Kommersant (Cyrillic: Коммерсантъ) (which literally translates as "The Businessman") was a commerce-oriented newspaper published in Russia from 1909 until 1917, when it was closed down following the Bolshevik seizure of power and the introduction of censorship. In 1990, with the onset of press freedom in Russia, Kommersant was re-established under the ownership of businessman and publicist Vladimir Yakovlev . To make the point that the publication had outlasted the Soviet regime, "Kommersant" is spelled in Russian with a terminal hard sign (ъ) -- a diacritical mark that was largely wiped out in a Communist attempt to reform the Russian language. This is played up in the Kommersant logo, which features a script hard sign at the end of somewhat more formal font.

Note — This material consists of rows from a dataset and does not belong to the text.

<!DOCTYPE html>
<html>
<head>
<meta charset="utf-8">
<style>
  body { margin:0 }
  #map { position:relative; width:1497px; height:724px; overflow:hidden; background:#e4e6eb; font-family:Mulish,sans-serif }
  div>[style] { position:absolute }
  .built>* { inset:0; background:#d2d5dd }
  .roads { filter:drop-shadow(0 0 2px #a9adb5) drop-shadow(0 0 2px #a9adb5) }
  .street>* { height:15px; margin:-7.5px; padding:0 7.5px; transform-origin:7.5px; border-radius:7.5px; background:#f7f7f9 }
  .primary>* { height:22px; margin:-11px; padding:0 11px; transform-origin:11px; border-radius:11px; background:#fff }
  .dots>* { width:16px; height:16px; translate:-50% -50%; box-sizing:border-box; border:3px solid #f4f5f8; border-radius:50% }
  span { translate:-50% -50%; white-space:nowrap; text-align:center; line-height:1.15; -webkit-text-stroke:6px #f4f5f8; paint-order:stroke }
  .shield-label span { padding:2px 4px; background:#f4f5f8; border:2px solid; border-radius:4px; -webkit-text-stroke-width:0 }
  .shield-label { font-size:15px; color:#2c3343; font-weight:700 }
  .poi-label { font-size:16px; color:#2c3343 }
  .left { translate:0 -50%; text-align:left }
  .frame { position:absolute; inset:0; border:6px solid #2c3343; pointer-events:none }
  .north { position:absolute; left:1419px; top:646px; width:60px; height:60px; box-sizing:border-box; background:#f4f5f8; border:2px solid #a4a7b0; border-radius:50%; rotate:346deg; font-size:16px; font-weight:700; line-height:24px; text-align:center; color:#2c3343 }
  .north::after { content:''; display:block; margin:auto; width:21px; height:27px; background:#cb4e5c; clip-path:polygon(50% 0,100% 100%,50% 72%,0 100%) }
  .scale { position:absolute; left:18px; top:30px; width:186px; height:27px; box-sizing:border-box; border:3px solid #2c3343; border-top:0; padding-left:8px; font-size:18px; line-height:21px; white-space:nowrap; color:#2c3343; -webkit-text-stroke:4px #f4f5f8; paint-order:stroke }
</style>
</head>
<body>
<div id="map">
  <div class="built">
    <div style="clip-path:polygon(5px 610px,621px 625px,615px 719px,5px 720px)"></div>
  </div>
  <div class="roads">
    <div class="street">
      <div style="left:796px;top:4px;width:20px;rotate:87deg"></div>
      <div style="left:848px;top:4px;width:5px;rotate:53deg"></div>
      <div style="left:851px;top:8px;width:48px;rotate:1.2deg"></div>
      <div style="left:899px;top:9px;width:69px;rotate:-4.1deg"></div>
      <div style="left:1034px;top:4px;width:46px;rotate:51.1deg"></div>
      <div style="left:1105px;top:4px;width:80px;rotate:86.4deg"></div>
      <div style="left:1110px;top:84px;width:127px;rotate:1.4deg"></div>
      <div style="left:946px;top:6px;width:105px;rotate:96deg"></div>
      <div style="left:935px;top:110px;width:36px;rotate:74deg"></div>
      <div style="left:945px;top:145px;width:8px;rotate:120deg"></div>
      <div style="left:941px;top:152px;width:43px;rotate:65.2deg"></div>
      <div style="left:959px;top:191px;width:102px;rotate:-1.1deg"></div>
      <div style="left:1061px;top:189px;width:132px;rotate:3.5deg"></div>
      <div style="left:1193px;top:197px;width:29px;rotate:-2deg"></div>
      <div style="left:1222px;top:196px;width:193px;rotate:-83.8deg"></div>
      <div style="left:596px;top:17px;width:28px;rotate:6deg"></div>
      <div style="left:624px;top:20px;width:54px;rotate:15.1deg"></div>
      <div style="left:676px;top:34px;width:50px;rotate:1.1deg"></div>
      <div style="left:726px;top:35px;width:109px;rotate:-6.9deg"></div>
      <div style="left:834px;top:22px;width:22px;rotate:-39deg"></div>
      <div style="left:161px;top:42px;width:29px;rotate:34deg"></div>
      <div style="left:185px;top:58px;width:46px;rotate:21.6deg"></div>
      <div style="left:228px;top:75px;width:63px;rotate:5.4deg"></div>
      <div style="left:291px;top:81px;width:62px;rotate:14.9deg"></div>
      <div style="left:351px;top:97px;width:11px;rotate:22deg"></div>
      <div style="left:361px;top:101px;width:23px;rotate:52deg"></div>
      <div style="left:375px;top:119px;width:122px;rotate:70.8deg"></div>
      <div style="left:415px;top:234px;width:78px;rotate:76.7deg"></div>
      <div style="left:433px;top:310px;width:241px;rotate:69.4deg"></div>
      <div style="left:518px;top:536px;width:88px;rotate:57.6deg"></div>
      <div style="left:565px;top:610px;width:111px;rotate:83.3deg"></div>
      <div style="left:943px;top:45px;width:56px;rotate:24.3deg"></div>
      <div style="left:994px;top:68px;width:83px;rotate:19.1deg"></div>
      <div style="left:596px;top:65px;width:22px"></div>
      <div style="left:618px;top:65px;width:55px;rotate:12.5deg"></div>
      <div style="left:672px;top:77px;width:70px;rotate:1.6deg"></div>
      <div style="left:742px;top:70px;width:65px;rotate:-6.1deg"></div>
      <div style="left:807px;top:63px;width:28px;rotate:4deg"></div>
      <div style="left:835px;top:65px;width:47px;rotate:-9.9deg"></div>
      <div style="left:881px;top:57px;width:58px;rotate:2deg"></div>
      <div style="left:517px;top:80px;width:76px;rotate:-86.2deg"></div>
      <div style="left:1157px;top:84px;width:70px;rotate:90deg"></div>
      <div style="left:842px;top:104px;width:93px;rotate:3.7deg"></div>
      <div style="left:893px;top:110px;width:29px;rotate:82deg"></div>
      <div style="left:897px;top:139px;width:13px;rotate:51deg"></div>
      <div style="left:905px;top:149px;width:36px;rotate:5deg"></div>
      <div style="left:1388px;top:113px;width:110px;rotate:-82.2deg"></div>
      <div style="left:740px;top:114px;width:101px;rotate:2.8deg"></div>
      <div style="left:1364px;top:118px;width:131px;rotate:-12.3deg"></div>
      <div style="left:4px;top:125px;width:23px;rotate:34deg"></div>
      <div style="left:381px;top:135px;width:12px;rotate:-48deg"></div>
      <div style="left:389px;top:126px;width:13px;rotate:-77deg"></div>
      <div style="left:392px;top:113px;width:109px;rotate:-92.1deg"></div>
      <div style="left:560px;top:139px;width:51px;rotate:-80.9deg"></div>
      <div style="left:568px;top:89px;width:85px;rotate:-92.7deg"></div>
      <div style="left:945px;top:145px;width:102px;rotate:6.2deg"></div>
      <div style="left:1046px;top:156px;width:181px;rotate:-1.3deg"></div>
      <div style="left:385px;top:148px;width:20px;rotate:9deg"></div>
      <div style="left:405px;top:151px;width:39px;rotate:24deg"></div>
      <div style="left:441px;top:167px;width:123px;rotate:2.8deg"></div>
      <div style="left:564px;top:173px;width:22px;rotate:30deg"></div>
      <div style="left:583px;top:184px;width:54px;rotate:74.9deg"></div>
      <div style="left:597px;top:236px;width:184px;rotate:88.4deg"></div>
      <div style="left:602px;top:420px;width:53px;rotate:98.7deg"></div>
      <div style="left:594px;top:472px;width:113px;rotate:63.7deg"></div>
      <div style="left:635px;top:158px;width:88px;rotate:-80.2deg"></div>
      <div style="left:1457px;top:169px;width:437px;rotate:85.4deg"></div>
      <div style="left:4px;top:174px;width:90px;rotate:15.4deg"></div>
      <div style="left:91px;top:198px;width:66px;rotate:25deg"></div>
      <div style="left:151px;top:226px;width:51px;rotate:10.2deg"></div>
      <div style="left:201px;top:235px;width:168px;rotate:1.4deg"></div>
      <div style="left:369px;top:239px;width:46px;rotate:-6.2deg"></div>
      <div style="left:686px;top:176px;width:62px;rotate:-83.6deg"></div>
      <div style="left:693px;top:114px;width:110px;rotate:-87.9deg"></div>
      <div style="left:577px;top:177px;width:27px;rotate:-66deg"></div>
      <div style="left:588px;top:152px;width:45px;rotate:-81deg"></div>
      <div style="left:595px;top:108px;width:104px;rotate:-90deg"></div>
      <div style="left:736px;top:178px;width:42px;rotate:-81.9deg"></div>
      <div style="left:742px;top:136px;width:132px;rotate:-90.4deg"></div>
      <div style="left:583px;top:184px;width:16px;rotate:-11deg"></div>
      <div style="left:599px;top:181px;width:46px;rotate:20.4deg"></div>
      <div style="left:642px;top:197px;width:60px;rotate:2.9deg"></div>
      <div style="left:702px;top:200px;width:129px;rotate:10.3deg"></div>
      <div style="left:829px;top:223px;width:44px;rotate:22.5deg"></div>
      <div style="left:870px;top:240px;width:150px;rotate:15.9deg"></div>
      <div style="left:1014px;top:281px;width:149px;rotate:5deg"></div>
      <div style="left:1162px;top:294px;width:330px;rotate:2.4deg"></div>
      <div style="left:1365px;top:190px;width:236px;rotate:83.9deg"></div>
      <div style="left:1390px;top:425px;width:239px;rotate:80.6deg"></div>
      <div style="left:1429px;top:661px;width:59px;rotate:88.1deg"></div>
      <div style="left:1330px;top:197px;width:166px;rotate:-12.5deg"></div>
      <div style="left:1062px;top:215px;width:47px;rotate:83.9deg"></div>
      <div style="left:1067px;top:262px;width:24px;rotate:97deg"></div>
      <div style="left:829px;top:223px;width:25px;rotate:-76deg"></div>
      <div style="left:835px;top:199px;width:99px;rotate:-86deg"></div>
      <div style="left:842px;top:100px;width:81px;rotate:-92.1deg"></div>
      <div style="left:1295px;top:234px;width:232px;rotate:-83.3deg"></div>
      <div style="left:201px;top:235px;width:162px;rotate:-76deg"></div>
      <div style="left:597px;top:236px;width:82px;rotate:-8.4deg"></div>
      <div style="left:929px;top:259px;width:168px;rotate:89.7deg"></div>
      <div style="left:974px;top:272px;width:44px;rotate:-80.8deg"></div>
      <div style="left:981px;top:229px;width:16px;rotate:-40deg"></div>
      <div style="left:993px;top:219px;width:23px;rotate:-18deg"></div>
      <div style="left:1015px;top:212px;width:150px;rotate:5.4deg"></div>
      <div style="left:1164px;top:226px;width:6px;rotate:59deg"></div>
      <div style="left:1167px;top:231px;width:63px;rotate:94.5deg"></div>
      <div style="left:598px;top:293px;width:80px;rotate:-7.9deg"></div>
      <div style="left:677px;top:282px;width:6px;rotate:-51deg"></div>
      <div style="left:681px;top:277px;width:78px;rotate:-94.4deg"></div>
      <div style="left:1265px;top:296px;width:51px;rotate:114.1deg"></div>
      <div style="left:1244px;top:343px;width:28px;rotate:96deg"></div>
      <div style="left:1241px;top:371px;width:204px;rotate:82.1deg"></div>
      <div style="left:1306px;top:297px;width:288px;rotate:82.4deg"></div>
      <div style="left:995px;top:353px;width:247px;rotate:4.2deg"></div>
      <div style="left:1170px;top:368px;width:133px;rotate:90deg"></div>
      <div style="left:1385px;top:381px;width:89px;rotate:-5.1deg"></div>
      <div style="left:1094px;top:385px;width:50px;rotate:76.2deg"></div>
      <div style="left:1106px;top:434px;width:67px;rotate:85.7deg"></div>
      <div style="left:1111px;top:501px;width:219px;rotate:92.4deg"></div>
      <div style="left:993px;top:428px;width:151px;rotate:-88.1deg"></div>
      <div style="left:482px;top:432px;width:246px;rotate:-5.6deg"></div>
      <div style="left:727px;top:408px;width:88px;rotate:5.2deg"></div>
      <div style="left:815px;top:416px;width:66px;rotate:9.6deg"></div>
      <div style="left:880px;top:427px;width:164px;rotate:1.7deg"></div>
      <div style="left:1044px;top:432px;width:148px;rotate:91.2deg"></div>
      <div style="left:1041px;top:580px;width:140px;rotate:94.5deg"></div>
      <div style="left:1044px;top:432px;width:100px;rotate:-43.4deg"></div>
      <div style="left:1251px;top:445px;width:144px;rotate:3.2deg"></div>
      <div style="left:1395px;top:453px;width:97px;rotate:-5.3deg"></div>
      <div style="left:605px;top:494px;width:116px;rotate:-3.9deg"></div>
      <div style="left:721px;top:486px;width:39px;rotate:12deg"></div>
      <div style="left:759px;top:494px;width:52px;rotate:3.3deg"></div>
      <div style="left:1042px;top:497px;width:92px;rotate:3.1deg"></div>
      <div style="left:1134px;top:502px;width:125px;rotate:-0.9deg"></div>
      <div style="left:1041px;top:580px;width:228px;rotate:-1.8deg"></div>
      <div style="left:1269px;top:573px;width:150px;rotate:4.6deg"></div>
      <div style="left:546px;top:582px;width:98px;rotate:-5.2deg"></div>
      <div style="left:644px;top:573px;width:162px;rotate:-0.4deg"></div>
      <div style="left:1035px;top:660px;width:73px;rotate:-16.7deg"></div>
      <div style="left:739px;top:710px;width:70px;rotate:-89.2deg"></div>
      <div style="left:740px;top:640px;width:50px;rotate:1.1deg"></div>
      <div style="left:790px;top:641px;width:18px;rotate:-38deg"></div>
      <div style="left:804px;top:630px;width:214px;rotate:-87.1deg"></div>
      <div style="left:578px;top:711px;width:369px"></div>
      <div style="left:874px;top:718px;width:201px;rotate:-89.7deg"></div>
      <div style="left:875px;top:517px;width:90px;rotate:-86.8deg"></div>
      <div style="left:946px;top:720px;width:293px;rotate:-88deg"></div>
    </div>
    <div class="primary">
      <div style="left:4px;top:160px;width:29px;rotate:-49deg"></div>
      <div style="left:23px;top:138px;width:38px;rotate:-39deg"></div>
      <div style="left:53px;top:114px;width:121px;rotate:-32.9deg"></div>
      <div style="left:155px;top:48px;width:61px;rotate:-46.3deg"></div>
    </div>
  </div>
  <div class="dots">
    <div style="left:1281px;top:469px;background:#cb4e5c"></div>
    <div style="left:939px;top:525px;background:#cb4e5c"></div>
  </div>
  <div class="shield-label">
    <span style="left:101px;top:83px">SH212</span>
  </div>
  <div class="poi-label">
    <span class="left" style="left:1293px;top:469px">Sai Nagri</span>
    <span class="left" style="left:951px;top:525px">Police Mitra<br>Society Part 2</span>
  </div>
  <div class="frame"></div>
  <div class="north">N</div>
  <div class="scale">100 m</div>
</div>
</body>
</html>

In 1997, the Kommersant publishing house, which by that time included a daily newspaper (Kommersant-Daily ) as well as two weekly magazines, the political Vlast and the financial Dengi , was bought by media-mogul Boris Berezovsky. Today, Kommersant survives in Vladimir Putin's Russia as a rare independent voice among the country's muzzled mass-media. The director-general of Kommersant is Andrei Vassiliev , the editor-in-chief is Alexander Stukalin .
In January 2005 it published blank pages as a protest at a court ruling ordering it to publish a denial of a story about a crisis at Alfa Bank. The sole article in the paper was this one, publish upside down, on the front page. The headline of the article was "Full Plaintiff" which has little meaning, but rhymes with a russian swear word.